Mas, o computador, indiretamente, também é filho (talvez bastardo) das teorias de cientistas e historiadores da pós-modernidade, é afilhado das novas descobertas de Einstein e Fritjof Capra, da teoria da complexidade de Edgar Morin, da física quântica, etc. Se Bacon, Descartes, Newton, e outros, mexeram nas estruturas sociais quando descobriram “leis naturais”, Einstein (e tantos outros) remexeu quando questionou tais leis. Não foram apenas as leis físicas ou químicas que se tornaram relativas, todos os ramos do conhecimento passaram a desconfiar, pelo menos um pouco dessa mitologia científica.
Ao utilizar a Informática como instrumento de aprendizagem criamos, na medida do possível, uma conexão que funciona como uma teia, uma nova metáfora que une o micro (computador) ao macro (universo). Estabelecemos, de forma científica e de forma poética, uma gancho entre a sociedade e os objetos que ela produz (computador, impressora, data-show, internet, etc). Contudo, como sugere Luiz Carlos Pais, não podemos acreditar que os objetos são neutros, que resolverão, por si só, os problemas da educação (determinismo tecnológico). O computador é uma máquina e, mais do que qualquer outra máquina, pode simbolizar o individualismo, o super-ego, o consumismo que também fervilha no século XXI. É necessário perceber outras simbologias, construir outras metáforas, perceber a complexidade da vida e do mundo. Não podemos voltar atrás, a realidade está na nossa porta, vivemos, mais do que nunca, no mundo da tecnologia e da globalização.
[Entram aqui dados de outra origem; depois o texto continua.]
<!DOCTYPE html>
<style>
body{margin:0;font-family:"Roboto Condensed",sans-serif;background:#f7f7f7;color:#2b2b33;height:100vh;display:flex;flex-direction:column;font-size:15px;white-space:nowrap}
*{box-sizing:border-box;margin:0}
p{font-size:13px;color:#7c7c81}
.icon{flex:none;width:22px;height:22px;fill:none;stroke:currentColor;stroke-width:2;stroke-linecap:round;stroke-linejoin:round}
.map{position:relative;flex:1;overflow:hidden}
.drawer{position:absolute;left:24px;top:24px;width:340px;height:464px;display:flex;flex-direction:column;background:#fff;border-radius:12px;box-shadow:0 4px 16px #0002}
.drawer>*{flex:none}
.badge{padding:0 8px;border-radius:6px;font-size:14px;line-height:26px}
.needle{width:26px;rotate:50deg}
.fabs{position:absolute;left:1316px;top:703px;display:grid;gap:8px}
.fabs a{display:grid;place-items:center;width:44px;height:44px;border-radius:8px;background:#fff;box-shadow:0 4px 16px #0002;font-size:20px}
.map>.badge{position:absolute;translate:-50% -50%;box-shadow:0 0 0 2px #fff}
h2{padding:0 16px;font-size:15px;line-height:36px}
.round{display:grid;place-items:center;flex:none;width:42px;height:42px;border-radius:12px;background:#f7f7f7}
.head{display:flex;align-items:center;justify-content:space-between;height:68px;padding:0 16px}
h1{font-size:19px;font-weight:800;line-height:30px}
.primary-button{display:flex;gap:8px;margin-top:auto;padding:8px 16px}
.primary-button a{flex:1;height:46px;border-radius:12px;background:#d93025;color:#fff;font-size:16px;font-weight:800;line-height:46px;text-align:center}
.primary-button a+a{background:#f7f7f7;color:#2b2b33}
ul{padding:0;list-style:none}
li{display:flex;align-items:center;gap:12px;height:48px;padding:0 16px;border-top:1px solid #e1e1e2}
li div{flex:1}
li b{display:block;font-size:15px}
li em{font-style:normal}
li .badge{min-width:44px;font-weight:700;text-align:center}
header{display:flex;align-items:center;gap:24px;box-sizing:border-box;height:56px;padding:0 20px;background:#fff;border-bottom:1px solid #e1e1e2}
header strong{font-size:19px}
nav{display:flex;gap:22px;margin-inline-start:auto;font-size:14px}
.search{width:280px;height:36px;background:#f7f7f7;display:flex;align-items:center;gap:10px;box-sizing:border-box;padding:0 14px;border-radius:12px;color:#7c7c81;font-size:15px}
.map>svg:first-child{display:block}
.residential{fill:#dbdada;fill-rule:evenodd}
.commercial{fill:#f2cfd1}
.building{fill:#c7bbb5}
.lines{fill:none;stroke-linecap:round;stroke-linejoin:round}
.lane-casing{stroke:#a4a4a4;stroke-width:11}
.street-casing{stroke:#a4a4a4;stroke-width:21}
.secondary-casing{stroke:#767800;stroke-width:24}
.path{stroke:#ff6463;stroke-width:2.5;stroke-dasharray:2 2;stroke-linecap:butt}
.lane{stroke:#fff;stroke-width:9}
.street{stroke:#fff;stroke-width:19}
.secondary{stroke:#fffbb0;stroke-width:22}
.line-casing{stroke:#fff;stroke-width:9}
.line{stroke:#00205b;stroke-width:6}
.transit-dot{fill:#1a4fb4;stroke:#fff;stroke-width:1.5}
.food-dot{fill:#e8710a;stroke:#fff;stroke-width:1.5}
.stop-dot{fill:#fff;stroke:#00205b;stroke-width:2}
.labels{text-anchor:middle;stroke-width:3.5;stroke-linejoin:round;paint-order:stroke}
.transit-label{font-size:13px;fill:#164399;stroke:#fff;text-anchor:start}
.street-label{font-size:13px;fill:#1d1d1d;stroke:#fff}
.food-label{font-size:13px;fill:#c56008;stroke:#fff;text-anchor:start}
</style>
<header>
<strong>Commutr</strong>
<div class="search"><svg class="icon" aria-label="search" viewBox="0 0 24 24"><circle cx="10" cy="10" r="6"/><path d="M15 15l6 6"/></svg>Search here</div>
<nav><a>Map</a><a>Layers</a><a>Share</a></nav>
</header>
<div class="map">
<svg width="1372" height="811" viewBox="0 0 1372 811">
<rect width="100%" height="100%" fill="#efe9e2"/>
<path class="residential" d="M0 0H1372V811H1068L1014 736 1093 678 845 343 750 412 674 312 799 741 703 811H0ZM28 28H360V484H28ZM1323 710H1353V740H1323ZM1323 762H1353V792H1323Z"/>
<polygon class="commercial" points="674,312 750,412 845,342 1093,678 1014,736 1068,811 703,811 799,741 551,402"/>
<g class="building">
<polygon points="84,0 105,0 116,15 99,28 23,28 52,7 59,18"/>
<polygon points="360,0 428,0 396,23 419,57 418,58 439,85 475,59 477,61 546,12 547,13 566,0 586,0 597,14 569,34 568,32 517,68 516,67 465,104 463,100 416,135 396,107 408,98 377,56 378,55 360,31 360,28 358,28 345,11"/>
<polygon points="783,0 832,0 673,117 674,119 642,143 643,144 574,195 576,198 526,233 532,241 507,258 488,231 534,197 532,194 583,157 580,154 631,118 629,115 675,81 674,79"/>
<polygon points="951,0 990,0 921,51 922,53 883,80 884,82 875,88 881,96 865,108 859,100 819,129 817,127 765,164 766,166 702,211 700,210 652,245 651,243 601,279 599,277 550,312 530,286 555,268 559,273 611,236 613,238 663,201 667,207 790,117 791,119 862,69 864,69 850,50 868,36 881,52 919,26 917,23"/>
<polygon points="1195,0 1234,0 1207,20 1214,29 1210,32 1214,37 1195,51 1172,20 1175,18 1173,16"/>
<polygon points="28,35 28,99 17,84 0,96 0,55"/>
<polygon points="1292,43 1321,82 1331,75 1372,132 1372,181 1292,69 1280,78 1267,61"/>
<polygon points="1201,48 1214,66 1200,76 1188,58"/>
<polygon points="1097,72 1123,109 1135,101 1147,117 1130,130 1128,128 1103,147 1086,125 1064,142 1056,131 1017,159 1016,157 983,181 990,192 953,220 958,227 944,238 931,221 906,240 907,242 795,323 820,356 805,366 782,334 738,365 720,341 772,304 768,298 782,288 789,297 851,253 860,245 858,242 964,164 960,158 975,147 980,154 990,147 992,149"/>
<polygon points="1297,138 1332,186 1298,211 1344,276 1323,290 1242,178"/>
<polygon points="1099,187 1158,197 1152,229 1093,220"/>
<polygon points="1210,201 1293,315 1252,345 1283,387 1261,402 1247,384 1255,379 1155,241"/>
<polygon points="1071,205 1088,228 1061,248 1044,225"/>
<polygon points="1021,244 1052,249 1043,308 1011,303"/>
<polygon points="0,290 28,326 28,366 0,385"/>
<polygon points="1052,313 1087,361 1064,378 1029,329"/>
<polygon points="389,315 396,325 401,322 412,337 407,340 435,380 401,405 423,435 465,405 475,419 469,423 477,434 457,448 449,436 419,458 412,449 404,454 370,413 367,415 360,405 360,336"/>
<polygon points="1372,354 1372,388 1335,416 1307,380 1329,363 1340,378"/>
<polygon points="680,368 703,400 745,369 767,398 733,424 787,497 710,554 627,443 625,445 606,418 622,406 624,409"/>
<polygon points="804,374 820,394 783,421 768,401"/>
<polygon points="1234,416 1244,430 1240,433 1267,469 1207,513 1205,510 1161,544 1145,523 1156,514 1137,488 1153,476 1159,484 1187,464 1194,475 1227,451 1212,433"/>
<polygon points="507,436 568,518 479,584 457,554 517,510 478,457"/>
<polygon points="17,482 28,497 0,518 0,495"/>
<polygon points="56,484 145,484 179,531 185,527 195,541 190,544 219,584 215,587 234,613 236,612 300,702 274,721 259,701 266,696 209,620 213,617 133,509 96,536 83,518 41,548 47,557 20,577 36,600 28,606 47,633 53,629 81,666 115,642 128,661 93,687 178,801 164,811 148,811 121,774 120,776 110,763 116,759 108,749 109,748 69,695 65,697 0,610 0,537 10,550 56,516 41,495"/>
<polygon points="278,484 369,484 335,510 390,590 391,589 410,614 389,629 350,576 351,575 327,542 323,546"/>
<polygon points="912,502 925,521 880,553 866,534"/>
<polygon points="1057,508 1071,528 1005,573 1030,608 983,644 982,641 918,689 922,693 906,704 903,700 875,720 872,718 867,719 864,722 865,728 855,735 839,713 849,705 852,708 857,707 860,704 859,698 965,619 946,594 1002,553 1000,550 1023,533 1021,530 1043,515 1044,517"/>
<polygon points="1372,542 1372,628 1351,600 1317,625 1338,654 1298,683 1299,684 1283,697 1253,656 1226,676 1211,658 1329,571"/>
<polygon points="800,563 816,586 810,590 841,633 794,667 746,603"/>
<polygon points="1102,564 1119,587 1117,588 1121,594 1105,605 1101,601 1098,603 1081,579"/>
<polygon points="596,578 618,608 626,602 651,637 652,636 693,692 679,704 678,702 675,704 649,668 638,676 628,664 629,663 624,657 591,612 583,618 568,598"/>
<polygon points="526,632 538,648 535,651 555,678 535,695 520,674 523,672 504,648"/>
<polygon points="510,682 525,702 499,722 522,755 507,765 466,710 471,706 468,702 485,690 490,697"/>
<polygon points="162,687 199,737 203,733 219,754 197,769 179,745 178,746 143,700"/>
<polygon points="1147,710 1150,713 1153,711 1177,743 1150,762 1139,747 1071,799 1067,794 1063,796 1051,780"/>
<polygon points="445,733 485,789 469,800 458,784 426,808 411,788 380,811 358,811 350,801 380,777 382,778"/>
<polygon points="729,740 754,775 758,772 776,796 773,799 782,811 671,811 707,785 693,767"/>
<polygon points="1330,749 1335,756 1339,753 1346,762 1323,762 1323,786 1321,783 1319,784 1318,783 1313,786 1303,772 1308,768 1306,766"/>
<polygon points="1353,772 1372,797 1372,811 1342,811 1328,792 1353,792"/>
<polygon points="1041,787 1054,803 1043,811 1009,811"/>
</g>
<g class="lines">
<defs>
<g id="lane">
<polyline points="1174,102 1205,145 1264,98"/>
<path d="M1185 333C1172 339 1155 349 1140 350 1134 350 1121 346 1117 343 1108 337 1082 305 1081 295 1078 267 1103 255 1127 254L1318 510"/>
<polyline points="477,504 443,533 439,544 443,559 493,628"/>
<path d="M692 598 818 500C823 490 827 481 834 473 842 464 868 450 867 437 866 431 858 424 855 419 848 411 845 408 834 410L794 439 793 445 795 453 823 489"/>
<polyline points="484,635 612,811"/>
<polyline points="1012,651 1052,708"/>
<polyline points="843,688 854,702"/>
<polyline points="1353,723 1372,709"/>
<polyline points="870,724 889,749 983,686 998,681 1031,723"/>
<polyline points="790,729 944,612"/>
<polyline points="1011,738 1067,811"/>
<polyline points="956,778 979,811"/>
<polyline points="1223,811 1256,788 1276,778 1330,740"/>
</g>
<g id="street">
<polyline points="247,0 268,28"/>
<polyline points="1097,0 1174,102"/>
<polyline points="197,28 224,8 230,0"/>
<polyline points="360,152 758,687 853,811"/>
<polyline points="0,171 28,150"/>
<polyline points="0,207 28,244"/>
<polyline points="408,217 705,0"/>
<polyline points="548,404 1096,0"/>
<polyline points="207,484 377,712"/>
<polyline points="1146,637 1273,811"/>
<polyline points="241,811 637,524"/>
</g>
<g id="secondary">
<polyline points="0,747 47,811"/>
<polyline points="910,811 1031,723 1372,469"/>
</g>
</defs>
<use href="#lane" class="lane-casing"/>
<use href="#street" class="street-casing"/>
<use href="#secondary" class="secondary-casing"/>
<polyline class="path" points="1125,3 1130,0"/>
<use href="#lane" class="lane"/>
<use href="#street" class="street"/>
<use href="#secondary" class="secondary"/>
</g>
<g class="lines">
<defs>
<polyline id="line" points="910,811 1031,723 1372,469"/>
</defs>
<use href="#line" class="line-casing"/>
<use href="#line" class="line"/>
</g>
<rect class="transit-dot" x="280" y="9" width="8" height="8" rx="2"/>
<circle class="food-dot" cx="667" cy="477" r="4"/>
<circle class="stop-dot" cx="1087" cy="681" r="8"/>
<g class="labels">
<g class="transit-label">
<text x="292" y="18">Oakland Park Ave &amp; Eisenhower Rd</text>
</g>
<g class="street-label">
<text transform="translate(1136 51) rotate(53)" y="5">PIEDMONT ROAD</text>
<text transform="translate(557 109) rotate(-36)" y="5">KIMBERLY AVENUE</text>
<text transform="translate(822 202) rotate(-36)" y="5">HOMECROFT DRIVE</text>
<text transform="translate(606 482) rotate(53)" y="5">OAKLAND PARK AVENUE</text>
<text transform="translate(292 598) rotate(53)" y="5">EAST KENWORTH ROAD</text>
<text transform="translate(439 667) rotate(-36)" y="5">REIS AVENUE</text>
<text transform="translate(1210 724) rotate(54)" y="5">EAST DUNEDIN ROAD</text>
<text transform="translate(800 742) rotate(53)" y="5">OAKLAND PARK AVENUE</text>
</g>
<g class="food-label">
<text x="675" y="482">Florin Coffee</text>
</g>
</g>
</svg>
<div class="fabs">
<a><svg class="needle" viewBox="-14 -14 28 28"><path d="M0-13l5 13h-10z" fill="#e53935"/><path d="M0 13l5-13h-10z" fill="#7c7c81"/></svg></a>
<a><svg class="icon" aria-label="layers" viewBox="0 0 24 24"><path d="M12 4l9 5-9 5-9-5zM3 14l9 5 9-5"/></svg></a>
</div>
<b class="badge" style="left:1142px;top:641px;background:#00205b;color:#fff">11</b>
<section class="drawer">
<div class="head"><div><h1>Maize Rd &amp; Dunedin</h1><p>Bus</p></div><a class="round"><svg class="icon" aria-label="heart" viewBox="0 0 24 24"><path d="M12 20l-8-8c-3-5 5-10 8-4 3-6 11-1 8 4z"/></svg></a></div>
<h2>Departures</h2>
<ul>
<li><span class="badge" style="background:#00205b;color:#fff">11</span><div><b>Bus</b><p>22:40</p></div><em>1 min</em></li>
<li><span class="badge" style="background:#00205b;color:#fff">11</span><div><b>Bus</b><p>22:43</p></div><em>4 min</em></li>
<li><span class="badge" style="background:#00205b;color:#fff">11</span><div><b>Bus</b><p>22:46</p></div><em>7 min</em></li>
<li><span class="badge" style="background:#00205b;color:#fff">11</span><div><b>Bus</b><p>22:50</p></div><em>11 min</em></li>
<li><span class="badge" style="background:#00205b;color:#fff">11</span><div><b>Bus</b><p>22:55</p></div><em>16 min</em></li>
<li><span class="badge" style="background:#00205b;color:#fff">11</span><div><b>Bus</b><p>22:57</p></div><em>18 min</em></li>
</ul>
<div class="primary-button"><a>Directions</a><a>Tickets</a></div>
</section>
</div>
Ao ligar o computador, ao apertar o botão da CPU e do monitor, percebemos, em poucos minutos, a concretização dessa metáfora poético-científica. Como num “passe de mágica”, que na verdade é um passe de ciência, vemos um sistema de informação complexo, percebemos uma montanha de textos que jamais haviam se encontrado: oceanos de caracteres que superam (em tamanho) as maiores bibliotecas do mundo, textos imagético-discursivos (fotografias e imagens) que não caberiam em nenhum álbum, textos auditivos e visuais (músicas, vídeos, etc) que impressionam qualquer colecionador de CD ou de filme. Conteúdos multidisciplinares que, na medida do possível, podem desenvolver as competências necessárias a vida e ao trabalho.
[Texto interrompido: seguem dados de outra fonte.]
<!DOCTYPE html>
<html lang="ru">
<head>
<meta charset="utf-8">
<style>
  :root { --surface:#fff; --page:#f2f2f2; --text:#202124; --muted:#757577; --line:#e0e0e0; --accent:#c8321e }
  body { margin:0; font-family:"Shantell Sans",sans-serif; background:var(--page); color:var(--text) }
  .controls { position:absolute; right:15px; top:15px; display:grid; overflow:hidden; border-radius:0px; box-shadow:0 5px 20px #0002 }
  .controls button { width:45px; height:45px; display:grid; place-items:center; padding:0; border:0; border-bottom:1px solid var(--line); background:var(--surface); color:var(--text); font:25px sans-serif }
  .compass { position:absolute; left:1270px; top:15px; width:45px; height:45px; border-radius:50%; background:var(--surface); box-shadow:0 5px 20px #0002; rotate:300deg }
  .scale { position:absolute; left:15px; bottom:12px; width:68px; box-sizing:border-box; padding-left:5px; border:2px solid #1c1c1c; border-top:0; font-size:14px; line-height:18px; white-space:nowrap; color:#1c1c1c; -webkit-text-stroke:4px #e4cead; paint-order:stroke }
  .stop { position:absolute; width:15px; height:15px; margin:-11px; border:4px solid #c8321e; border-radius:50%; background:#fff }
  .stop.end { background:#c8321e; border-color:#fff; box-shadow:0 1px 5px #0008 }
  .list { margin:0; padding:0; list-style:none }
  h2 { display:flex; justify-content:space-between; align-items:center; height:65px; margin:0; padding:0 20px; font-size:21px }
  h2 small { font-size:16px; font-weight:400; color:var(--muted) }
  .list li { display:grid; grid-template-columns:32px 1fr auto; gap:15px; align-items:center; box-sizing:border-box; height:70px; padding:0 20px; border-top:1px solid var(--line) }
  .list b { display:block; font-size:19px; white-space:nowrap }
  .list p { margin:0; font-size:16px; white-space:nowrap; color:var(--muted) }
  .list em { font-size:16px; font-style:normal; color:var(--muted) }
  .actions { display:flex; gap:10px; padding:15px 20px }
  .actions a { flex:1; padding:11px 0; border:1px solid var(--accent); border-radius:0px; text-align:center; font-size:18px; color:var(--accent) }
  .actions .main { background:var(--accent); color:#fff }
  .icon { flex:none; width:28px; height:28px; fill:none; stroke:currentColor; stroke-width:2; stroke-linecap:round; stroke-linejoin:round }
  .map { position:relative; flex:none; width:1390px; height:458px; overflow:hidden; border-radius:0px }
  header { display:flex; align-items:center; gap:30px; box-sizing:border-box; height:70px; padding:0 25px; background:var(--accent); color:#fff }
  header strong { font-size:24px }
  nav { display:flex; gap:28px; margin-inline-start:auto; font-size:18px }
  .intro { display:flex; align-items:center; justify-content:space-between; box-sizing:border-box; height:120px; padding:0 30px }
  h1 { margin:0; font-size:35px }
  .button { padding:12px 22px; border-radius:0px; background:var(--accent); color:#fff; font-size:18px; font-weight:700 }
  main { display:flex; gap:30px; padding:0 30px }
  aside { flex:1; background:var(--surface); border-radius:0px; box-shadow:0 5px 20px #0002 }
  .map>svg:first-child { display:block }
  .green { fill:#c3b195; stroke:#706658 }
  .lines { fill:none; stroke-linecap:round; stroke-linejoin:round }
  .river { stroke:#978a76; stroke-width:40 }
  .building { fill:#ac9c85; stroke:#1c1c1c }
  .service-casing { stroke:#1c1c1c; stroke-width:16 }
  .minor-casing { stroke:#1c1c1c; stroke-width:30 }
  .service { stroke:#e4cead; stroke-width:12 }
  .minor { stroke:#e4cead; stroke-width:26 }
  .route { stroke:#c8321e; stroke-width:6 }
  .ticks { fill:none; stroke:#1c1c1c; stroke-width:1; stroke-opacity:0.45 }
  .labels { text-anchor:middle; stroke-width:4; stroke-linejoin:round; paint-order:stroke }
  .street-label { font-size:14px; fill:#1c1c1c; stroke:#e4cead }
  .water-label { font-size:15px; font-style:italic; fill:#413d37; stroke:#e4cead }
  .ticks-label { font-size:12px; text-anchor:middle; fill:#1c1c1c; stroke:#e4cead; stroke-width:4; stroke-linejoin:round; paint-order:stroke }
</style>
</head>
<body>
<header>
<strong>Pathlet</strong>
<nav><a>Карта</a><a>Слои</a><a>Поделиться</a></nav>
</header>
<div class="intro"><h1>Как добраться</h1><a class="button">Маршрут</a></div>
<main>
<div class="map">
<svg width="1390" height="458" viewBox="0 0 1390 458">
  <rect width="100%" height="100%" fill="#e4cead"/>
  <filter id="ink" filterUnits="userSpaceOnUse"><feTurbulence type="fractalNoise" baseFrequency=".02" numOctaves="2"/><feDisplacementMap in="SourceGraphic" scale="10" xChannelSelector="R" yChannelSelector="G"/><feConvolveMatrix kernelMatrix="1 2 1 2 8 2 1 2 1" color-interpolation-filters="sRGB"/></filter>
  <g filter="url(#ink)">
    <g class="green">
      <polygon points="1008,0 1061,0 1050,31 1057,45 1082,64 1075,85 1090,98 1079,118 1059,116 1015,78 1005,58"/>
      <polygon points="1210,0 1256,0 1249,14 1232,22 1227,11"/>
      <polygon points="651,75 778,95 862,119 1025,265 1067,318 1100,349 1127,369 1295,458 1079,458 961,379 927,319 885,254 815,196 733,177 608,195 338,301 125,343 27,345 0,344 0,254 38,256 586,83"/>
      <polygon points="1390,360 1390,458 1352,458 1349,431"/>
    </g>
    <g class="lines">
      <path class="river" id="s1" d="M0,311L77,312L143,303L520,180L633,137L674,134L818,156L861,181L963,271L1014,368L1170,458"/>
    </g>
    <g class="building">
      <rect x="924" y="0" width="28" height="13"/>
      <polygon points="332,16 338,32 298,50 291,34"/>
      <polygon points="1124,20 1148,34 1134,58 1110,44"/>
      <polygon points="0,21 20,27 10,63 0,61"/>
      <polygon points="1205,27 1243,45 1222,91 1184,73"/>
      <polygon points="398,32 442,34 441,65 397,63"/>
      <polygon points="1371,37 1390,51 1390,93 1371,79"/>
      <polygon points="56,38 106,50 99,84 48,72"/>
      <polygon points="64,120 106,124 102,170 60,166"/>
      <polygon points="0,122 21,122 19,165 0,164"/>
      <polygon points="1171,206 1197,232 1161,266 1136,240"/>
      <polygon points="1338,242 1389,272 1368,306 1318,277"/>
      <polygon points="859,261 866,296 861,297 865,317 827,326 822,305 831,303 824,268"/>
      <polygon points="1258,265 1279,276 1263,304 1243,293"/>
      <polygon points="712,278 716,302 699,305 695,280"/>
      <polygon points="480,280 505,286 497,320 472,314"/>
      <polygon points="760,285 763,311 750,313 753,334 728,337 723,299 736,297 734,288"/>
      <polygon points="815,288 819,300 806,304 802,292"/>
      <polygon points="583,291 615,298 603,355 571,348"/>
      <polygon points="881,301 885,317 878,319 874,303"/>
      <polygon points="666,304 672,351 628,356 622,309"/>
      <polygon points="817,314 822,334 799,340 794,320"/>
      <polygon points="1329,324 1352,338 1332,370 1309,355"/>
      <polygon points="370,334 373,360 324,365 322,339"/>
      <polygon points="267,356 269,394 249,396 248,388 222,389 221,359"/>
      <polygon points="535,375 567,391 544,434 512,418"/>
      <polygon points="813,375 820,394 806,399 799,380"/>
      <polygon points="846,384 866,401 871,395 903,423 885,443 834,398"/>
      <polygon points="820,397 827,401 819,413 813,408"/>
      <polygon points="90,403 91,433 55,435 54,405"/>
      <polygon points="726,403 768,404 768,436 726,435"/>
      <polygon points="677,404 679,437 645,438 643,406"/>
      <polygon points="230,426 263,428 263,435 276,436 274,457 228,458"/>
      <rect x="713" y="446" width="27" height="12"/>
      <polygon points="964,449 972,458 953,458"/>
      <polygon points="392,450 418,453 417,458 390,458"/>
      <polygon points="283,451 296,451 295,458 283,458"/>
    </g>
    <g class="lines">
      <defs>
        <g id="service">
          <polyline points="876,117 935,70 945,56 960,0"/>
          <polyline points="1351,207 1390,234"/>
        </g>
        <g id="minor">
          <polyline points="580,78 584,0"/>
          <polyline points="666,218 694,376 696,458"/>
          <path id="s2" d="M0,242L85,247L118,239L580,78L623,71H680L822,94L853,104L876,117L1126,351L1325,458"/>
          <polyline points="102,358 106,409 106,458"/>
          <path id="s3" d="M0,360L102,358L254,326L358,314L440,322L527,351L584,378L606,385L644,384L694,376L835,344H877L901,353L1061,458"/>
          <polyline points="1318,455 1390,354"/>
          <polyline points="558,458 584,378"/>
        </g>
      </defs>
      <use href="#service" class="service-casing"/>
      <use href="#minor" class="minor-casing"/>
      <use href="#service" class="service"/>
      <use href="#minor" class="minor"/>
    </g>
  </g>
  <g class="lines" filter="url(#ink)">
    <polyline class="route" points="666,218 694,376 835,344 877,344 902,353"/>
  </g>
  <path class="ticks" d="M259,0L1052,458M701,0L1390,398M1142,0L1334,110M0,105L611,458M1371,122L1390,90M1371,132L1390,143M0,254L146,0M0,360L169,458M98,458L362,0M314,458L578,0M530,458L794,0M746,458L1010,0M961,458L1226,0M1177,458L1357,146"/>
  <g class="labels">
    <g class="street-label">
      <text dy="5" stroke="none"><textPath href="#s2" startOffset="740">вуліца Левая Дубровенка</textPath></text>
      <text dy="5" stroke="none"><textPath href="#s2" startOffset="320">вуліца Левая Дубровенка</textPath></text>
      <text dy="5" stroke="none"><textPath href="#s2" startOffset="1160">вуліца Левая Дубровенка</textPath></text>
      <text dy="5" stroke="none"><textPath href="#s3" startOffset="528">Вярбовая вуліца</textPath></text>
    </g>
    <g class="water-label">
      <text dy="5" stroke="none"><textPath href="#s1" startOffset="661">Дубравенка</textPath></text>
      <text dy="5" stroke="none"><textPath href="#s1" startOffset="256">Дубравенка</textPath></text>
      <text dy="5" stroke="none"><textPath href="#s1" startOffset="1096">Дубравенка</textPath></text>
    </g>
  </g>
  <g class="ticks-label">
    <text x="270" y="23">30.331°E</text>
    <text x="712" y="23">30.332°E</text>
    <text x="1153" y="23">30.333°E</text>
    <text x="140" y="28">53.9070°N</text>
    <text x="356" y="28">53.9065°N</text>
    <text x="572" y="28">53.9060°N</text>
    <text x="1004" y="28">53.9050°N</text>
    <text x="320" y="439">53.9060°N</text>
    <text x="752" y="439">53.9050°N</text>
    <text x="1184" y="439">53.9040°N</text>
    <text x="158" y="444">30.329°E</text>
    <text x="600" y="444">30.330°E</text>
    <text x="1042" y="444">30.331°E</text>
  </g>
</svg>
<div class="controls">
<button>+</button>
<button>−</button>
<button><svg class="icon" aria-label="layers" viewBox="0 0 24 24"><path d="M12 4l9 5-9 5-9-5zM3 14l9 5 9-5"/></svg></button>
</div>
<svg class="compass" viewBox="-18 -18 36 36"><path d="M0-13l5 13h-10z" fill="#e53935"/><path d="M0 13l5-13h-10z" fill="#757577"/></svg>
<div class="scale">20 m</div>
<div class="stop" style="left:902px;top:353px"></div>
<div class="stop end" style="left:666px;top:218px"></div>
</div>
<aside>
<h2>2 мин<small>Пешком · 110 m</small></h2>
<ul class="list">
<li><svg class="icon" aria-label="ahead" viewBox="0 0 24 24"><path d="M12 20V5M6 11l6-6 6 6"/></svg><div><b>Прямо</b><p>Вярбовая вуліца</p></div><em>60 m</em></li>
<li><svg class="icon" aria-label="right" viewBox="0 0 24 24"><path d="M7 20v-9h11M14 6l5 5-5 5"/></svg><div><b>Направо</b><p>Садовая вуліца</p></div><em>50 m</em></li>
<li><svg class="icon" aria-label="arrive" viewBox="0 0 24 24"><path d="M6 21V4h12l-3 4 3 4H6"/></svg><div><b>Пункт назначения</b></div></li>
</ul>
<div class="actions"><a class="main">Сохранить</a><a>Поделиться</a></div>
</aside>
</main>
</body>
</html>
Mas, a internet é um mar, parafraseando os pensadores da física quântica: é um oceano de possibilidades, é preciso aprender a lidar com os sites, não podemos transferir as “brincadeiras” que fazemos em casa ou no siber para o laboratório, o máximo que podemos fazer é aproveitar a experiência de quem já navegou por outros caminhos e ensinar as artes e as técnicas de navegação para quem não conhece o mar da rede mundial de computadores. É preciso sentar na beirada dessa rede e procurar, com paciência, os rendilhos do conhecimento. É necessário, para não se perder no caminho, “construir uma bússola”( planejamento escolar), refletir com o grupo, elaborar sínteses ou fazer questionamentos sobre os textos (escritos, sonoros, visuais, audio-visuais) encontrados nos fóruns, nos chats, nos e-mails, nos blogs, nas listas de discussão etc. Mas, como sugere Luiz Carlos Pais, não podemos esquecer os temas específicos de cada área, não podemos ignorar o plano de viagem (aula) dos professores, precisamos, indispensavelmente, conversar com os marinheiros e com artesãos da educação, aprender, na prática, novos instrumentos e novos rendilhos.


[1] ALVES, Rubem. “Sobre relógio e computadores” e “Sobre computadores e o universo”. IN: __________, Entre a ciência e a Sapiência: o dilema da educação. 6° Ed. São Paulo: Loyola, 2001. Pag. 131-141.
[2] RAMOS, Francisco Régis Lopes. A Danação dos objetos: o museu no ensino de história. Chapecó: Argos, 2004.